Late bloomer Alicia Hansen mixes it up on Fractography
Over a churning cello line and stately piano chords, a woman is describing a series of very uncomfortable scenes. She and her partner find a pile of sun-bleached bones, cuddle up in the rocking chair where his grandmother died, and then have an awkward moment at the lake. He’s swimming; she’s afraid to dive in, frightened by the unseen but certain presence of leeches.
“Homesickness” sounds like a vacation in hell, but according to singer-pianist Alicia Hansen, it’s more a metaphorical description of her state of mind at the time she made her bleak and brilliant debut, Fractography.
Surprisingly, though, the song’s author hadn’t quite clued in to her own central metaphor. For those who know anything about Hansen’s long and often difficult artistic emergence, it’s clear that she’s the woman in the song, but her plunge has been into captivating depths of sound.
“I’d never thought of it myself, but that makes total sense to me,” she tells the Straight on the line from her Bowen Island home. “That was the big problem. That was the central issue in my life: I knew what it was I had to do, but I just didn’t think that I could do it.”
It’s not that Hansen hadn’t been immersed in music from a very early age. She started formal piano training at four, and took up singing “a couple of years later”. Her vocal skills were strong enough that she eventually landed a coveted position with the Vancouver Chamber Choir, supplementing her income by playing piano on the side. But she wasn’t happy.
“I was making my living doing music.…but I was only about 20 percent musically fulfilled, if that,” she says.
Improvised music eventually offered an escape route: after seeing the Swedish trio e.s.t. at the Vancouver International Jazz Festival, she sought out local legend Bob Murphy for piano lessons and signed up for the very well-regarded jazz program at Vancouver Community College.
“I loved it,” she says. “It was really amazing to look at music in such a different way and learn the piano like a new instrument—actually exploring it and learning to do whatever I wanted on it.”
Still, something wasn’t right.
“I knew that I was a pretty lousy jazz pianist,” Hansen admits. “Because I hadn’t grown up with that idiom, it felt totally foreign, and playing standards just felt really awkward and weird and wrong. But I went through playing in a Latin band and a fusion band and doing everything I was supposed to do, and what I ultimately got out of it was the freedom of being allowed to explore and make sounds that I wanted to make.”
Before Hansen reached that place, however, she really did have to go through her own personal hell. Depression, toxic relationships, an eating disorder: there were times, she confides, when making satisfying music appeared to be impossible, and life itself seemed pointless. Just in time, the Canada Council stepped in, and with a grant to make Fractography, Hansen found that she had time to heal and something to say.
The singer and pianist’s debut is anything but easy listening. On it, Hansen draws on her love of contemporary classical music while working with an all-star crew of Vancouver improvisers, including bassist Tommy Babin, drummer Skye Brooks, guitarist Ron Samworth, and cellist Peggy Lee. This makes for dense, thorny, and yet very vital music; bolstered by Hansen’s psychologically fraught lyrics, Fractography’s 11 songs sound like 21st-century lieder, albeit with hints of progressive rock and avant-garde jazz.

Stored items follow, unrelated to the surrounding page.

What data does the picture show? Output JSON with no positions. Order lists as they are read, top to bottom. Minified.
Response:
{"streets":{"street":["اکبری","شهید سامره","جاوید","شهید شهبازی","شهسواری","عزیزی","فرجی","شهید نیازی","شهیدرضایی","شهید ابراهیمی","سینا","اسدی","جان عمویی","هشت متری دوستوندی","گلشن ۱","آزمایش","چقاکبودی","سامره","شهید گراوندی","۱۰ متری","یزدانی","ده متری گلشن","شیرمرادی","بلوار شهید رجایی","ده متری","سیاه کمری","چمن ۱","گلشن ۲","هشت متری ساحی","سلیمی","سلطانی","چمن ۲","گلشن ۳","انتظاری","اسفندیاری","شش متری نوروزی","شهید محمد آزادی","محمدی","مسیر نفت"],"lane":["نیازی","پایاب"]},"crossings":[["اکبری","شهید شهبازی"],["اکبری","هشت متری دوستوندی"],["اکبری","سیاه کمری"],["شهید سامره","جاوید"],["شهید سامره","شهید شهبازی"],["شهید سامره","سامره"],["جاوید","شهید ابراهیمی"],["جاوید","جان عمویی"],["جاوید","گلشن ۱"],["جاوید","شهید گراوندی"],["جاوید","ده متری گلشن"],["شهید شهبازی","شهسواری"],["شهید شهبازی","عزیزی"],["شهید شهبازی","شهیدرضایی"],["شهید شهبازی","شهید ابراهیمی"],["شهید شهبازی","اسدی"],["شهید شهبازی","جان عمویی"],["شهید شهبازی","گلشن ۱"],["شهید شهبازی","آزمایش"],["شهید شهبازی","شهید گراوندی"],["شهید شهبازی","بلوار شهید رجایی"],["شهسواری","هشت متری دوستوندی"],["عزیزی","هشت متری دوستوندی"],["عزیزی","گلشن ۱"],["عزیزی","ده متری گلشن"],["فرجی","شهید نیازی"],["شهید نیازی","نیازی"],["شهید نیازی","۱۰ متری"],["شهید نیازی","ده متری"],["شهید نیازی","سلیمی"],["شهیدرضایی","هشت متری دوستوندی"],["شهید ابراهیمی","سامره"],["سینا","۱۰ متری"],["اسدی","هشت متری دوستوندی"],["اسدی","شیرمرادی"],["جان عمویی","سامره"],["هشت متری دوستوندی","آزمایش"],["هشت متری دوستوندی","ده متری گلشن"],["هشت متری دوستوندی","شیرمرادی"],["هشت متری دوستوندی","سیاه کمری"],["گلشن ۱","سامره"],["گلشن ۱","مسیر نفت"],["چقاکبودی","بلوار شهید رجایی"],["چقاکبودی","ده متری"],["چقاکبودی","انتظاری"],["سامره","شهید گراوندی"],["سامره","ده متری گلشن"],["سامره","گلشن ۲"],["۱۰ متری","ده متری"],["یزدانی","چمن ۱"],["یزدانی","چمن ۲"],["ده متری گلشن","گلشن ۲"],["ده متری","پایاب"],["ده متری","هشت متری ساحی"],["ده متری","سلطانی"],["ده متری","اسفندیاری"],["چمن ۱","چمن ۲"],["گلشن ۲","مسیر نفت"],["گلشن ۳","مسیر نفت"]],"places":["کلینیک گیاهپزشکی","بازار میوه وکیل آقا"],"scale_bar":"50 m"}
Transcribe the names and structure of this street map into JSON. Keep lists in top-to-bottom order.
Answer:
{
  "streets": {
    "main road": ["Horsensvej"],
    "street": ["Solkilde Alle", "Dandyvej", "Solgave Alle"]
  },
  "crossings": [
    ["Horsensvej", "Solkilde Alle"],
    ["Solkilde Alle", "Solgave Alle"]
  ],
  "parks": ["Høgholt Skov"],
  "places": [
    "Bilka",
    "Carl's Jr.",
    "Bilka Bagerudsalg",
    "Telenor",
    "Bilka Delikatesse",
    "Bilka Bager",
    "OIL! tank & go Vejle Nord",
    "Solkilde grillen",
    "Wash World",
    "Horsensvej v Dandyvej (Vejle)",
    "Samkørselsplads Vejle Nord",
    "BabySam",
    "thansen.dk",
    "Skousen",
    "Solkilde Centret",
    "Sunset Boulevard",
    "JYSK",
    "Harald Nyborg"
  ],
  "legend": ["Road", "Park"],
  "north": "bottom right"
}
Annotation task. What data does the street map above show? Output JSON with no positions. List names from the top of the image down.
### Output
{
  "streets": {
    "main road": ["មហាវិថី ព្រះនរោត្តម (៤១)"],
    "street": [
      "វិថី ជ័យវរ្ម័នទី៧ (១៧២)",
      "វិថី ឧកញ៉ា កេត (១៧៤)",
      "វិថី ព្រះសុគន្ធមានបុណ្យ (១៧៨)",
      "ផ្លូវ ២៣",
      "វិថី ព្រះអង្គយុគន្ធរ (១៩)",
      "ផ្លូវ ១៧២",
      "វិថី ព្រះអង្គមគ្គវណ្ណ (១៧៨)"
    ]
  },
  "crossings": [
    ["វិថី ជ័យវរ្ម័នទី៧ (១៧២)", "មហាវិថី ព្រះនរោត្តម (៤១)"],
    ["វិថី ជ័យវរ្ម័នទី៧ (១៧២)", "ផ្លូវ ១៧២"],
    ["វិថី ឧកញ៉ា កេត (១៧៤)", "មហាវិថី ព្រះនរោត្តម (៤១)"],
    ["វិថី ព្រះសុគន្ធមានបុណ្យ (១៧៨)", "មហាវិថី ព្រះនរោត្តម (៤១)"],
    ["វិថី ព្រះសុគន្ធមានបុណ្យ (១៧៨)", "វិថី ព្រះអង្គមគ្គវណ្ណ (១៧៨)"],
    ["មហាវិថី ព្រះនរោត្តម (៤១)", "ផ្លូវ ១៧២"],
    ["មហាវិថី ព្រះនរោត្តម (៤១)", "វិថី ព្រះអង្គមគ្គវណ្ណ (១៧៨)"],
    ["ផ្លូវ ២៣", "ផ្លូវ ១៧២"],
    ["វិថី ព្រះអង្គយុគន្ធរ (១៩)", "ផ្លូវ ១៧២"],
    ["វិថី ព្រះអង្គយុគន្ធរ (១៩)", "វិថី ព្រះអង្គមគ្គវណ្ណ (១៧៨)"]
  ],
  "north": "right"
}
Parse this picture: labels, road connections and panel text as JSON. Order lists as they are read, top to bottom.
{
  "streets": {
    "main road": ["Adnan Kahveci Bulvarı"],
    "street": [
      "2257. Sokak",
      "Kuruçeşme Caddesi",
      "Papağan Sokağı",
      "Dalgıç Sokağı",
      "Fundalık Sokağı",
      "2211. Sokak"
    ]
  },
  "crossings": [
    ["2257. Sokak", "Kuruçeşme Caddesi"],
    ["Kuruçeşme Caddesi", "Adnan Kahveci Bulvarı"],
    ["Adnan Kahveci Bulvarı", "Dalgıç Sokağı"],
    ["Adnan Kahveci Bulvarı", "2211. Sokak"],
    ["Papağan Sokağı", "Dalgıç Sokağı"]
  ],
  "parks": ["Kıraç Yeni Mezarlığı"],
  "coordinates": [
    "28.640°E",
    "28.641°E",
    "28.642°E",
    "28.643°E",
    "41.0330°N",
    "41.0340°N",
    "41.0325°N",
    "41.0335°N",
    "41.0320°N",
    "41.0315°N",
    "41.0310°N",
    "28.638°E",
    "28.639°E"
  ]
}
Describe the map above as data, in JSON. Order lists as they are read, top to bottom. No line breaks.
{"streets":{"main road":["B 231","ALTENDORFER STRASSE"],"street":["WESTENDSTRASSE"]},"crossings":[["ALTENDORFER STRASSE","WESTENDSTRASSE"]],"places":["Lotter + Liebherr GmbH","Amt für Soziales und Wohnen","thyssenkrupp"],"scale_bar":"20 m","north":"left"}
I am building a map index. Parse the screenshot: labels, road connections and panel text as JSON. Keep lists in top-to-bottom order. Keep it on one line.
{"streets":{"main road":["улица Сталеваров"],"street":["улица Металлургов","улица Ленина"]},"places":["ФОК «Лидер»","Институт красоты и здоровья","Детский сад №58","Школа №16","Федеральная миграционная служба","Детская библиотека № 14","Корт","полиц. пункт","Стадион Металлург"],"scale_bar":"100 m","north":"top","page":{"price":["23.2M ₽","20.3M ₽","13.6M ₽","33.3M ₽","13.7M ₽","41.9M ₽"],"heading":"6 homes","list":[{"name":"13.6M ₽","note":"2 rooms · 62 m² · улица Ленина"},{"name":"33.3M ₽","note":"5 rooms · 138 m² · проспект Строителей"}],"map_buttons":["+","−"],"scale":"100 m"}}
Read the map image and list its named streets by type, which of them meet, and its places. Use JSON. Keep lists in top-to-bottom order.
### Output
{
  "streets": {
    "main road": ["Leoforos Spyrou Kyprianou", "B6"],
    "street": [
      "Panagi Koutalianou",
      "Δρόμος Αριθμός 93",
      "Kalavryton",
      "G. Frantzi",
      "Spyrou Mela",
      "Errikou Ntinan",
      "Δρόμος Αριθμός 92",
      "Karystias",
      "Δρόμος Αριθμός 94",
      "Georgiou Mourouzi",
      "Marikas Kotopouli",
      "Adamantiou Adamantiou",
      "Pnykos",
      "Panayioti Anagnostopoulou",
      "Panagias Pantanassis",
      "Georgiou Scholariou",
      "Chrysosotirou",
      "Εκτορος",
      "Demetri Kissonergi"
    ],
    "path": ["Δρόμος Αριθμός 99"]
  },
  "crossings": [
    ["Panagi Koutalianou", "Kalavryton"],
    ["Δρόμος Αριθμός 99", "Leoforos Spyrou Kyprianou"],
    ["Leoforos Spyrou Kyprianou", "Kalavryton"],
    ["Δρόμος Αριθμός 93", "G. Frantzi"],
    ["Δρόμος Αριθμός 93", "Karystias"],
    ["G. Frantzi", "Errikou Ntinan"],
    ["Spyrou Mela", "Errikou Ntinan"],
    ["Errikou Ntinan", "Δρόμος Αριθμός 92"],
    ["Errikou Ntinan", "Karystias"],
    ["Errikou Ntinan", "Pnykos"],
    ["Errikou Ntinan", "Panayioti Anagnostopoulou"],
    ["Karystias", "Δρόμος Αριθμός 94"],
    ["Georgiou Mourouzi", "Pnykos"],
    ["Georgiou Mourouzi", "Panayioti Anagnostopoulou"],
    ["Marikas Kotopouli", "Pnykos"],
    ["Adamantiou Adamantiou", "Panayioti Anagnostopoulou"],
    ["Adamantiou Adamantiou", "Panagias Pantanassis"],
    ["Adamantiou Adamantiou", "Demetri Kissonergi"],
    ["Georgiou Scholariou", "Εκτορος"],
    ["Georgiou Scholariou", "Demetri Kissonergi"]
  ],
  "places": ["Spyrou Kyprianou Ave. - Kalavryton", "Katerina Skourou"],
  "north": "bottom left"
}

Remarkably, though, she’s been able to use her classical-music past without being bound by it. It’s especially gratifying that she’s been able to escape her vocal training; she most definitely does not sound like a soprano singing pop.
“I kind of trashed my voice for a while, and really worked at trying to emulate some of the singers I enjoyed, like PJ Harvey,” Hansen admits. “I did a lot of singing along [to her records], trying to discover where that kind of voice came from.”
Other easy comparisons could be made to Tori Amos, local singer-songwriter Veda Hille, and, on the jazzier side, the little-known but influential singer, pianist, and composer Annette Peacock. That’s not bad company to keep, but what’s really significant is that Hansen is now healthy, physically and psychologically, and making the music she feels she was born to make.
“I love this more than anything I’ve ever done,” she says. “It’s so fulfilling, because I get to play the piano, I get to sing, I get to write the music, I get to write the lyrics. It uses all parts of me at once, and when I’m performing it, there’s no room for anything else in my mind. It’s all-consuming.”
Alicia Hansen plays the Western Front on Friday (January 6), along with Jess Hill and Julie McGeer.